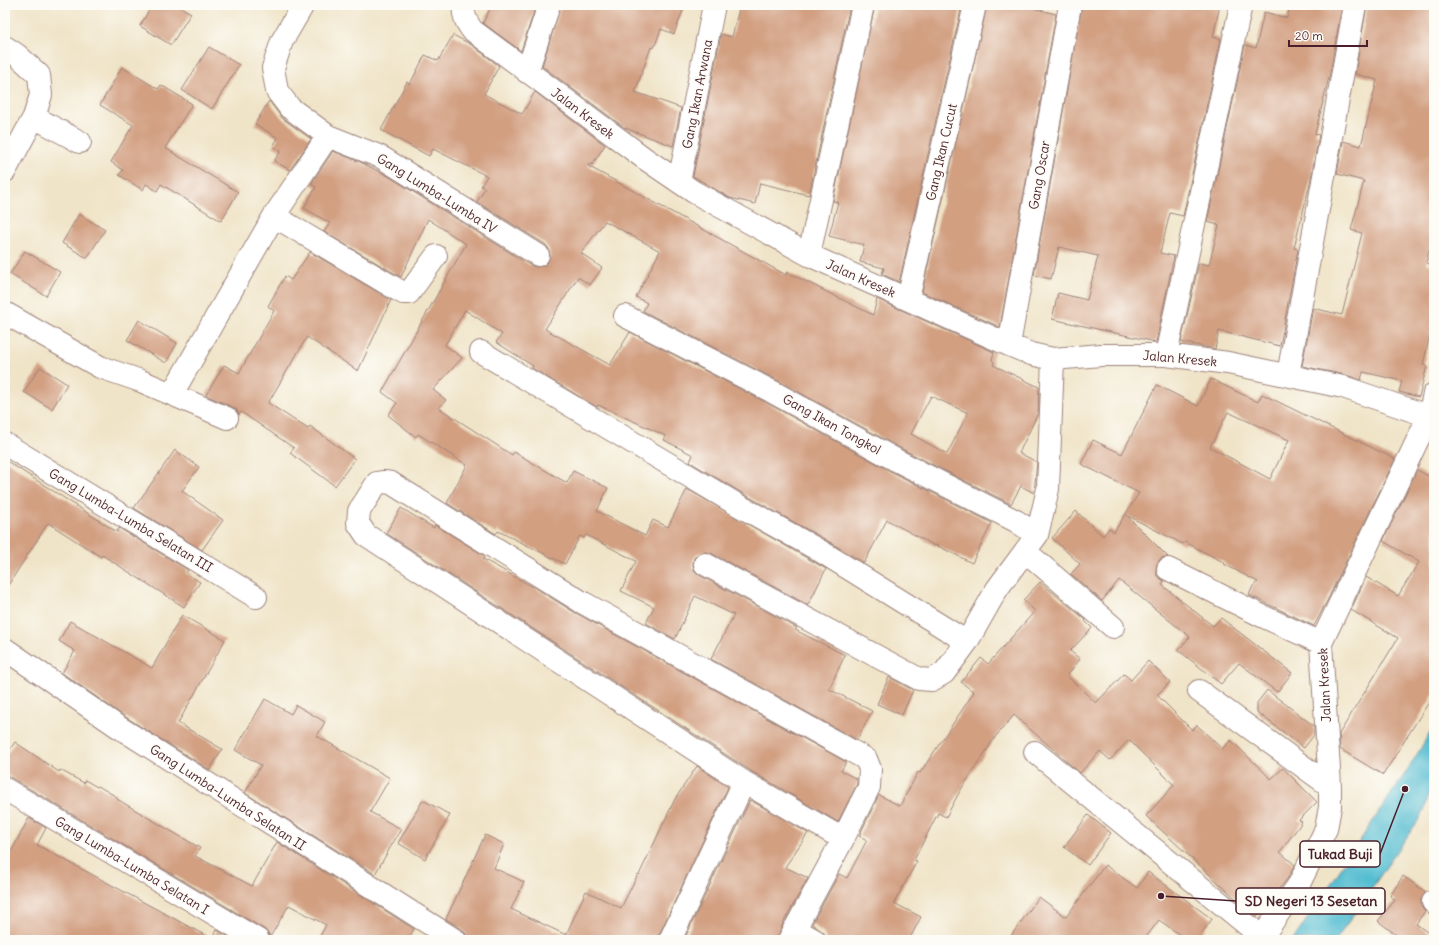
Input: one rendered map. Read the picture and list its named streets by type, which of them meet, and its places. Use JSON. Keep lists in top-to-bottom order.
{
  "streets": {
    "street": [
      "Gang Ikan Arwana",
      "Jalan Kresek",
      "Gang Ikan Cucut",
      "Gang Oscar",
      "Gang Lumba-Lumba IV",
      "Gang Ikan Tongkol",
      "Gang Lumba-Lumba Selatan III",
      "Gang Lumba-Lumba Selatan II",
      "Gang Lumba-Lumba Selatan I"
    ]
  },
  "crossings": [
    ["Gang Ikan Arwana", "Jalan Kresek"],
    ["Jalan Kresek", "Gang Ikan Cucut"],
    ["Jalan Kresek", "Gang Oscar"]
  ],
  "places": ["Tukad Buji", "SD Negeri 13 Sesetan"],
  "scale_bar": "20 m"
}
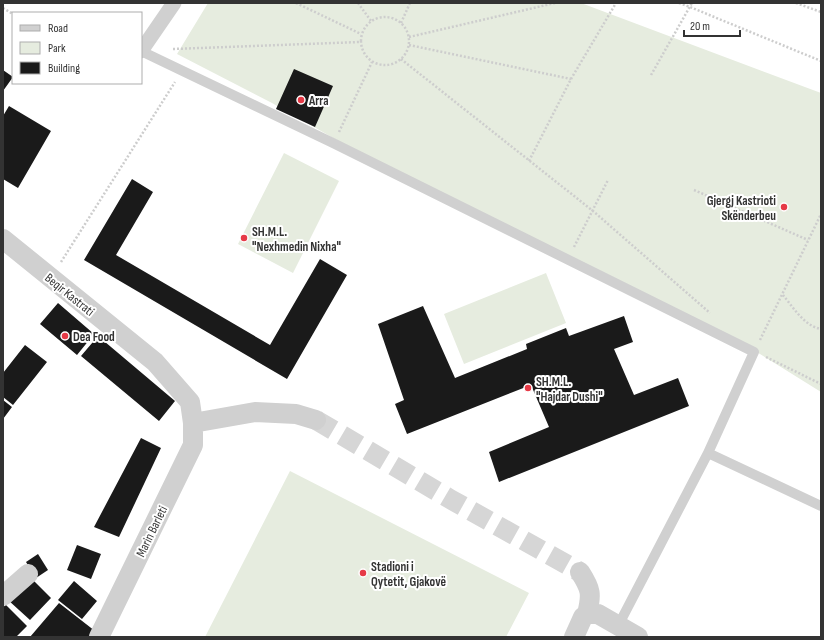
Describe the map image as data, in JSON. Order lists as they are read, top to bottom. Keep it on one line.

· · · · ·

(Task objective):
Exactly reproduce the entries above, minus the pictures.

(Output of the exercise):
Input: one rendered map. Read the picture and list its named streets by type, which of them meet, and its places. Use JSON. Keep lists in top-to-bottom order.
{
  "streets": {
    "street": [
      "Gang Ikan Arwana",
      "Jalan Kresek",
      "Gang Ikan Cucut",
      "Gang Oscar",
      "Gang Lumba-Lumba IV",
      "Gang Ikan Tongkol",
      "Gang Lumba-Lumba Selatan III",
      "Gang Lumba-Lumba Selatan II",
      "Gang Lumba-Lumba Selatan I"
    ]
  },
  "crossings": [
    ["Gang Ikan Arwana", "Jalan Kresek"],
    ["Jalan Kresek", "Gang Ikan Cucut"],
    ["Jalan Kresek", "Gang Oscar"]
  ],
  "places": ["Tukad Buji", "SD Negeri 13 Sesetan"],
  "scale_bar": "20 m"
}
Describe the map image as data, in JSON. Order lists as they are read, top to bottom. Keep it on one line.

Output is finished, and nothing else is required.